Amber Flora Thomas


Yellow Grass Ascent

Soon the black dog with tan markings will race over the rise,

bound through blades toward its name, be at your heel smelling ravaged.

Blood ravaging. A hollow tears: one two (distances). The farmer

aims a shotgun in the yellow grass. Spikelets clusters

cluck against his jeans and drowned quiet in the blasts. Panorama of a road

bordered by redwoods and a farmhouse with green shutters.
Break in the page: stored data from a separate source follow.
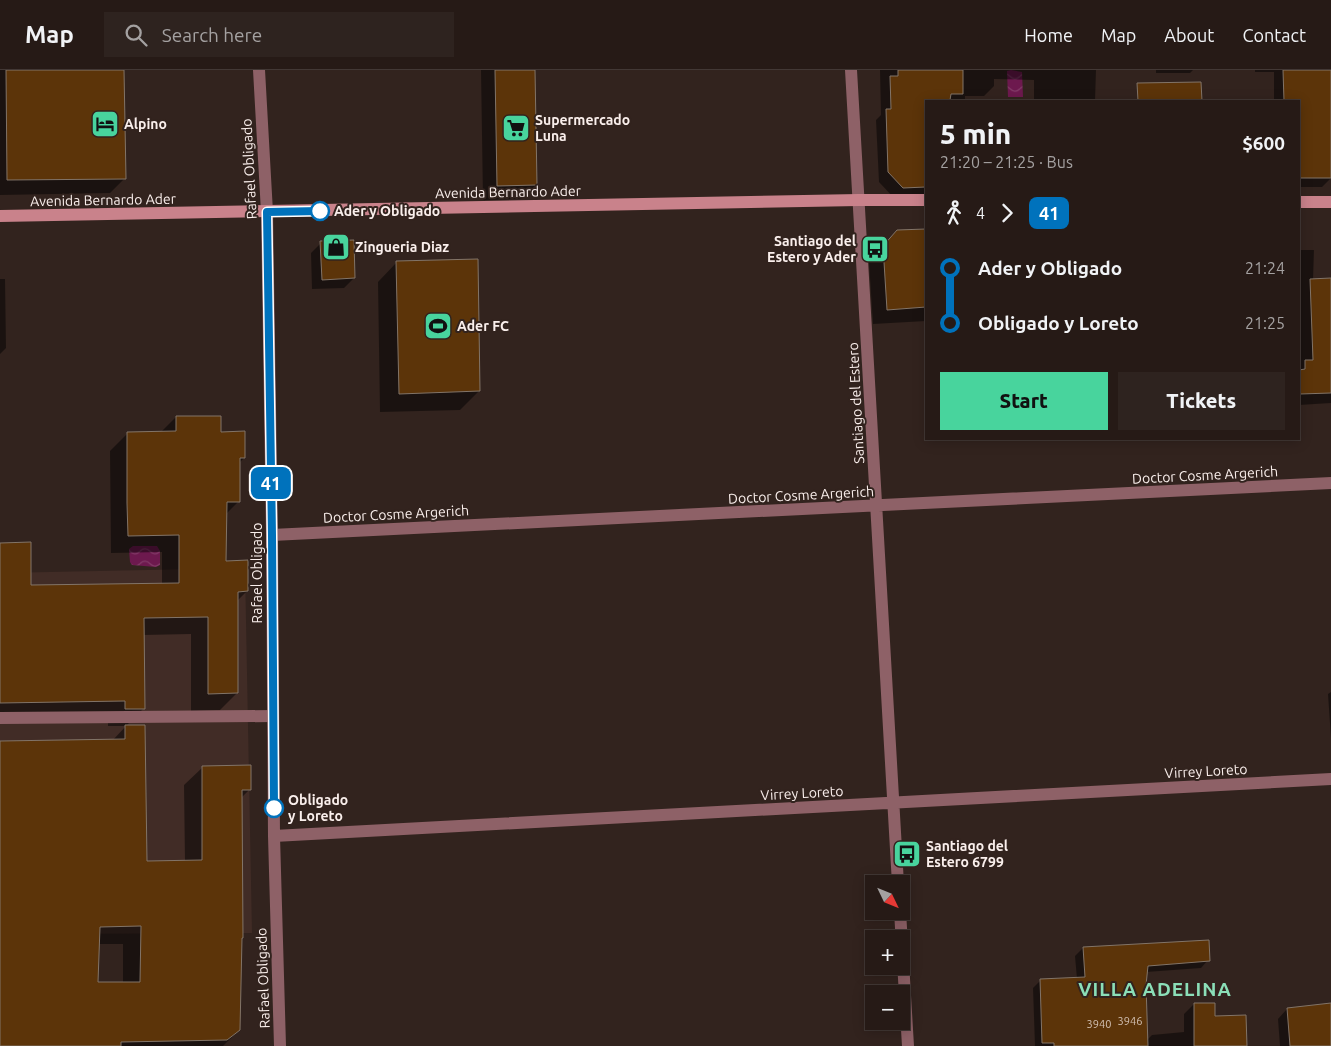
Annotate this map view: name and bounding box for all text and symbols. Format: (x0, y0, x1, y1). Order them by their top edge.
search box (104, 12, 454, 57)
text: Map (25, 21, 74, 48)
icon: search (122, 21, 150, 49)
text: Search here (162, 24, 262, 46)
text: Home (1024, 25, 1073, 45)
text: Map (1101, 25, 1136, 45)
text: About (1164, 25, 1214, 45)
text: Contact (1242, 25, 1306, 45)
hotel icon: Alpino (90, 109, 120, 139)
place label: Supermercado Luna (535, 112, 630, 144)
supermarket icon: Supermercado Luna (501, 113, 531, 143)
place label: Alpino (124, 116, 167, 132)
street label: Rafael Obligado (238, 118, 260, 220)
text: 5 min (940, 118, 1011, 149)
text: $600 (1242, 132, 1285, 154)
text: 21:20 – 21:25 · Bus (940, 153, 1073, 171)
street label: Avenida Bernardo Ader (435, 183, 582, 201)
street label: Avenida Bernardo Ader (30, 191, 177, 209)
icon: walk (940, 199, 968, 227)
icon: forward (993, 199, 1021, 227)
marker: Ader y Obligado (310, 201, 330, 221)
place label: Ader y Obligado (334, 203, 440, 219)
text: 41 (1039, 203, 1059, 223)
text: 4 (976, 204, 985, 222)
shop icon: Zingueria Diaz (321, 232, 351, 262)
place label: Santiago del Estero y Ader (767, 233, 856, 265)
bus stop icon: Santiago del Estero y Ader (860, 234, 890, 264)
place label: Zingueria Diaz (355, 239, 449, 255)
text: Ader y Obligado (978, 257, 1122, 279)
text: 21:24 (1245, 259, 1285, 277)
sports icon: Ader FC (423, 311, 453, 341)
text: Obligado y Loreto (978, 312, 1139, 334)
text: 21:25 (1245, 314, 1285, 332)
place label: Ader FC (457, 318, 509, 334)
street label: Santiago del Estero (845, 342, 867, 464)
button: Start (940, 372, 1108, 430)
button: Tickets (1118, 372, 1285, 430)
street label: Doctor Cosme Argerich (1132, 463, 1278, 487)
line badge: 41 (248, 467, 294, 499)
text: 41 (261, 473, 281, 493)
street label: Doctor Cosme Argerich (728, 483, 874, 507)
street label: Doctor Cosme Argerich (323, 502, 469, 526)
street label: Rafael Obligado (249, 523, 265, 623)
street label: Virrey Loreto (1164, 761, 1248, 781)
street label: Virrey Loreto (760, 783, 844, 803)
place label: Obligado y Loreto (288, 792, 348, 824)
marker: Obligado y Loreto (264, 798, 284, 818)
place label: Santiago del Estero 6799 (926, 838, 1008, 870)
bus stop icon: Santiago del Estero 6799 (892, 839, 922, 869)
north arrow (865, 875, 910, 920)
map controls (865, 875, 910, 1030)
street label: Rafael Obligado (253, 927, 273, 1029)
button: + (865, 930, 910, 975)
district label: VILLA ADELINA (1078, 978, 1232, 1000)
button: − (865, 985, 910, 1030)
house number: 3946 (1118, 1015, 1142, 1027)
house number: 3940 (1087, 1018, 1111, 1030)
We don’t think of the farmer as beautiful sinew, massaging

his calluses after a bath, but he is growing grief inside muscle.

Inside teeth: a place for the dog bounding through yellow grass

before you give up and stop calling.

Inside the sheep: grasses.

Inside the dog: blood of grasses.

He crosses the field, gun pointed. Crickets rebound. Face hid by brim shadow,

neither white or black, as it should be. Grass almost to his waist,

he leaves a seam going toward the injured sheep and the dead dog

with more killing to do.

Butterfly Garden

Learning to exit under threat,

Blue Morpho migrate toward the plexiglass

on Canal Street. Escape evaded again

by a seduction of plastic Morning Glory

and Bird of Paradise, tasting

reductions of oil and dye. “Do not

feed the butterflies.”

The sanctuary damages dusting,

so wings are scalloped in their gaze.

In the tropics above a koi pond,

arrested sapphire

fascinates the room,

legs knead an opaque stamen.

Before extinction, the disappearances

are known as “relaxing”,

numbers portend erasure. As we wait

in the passage, the automatic warning:

“Check yourself for butterflies” repeats.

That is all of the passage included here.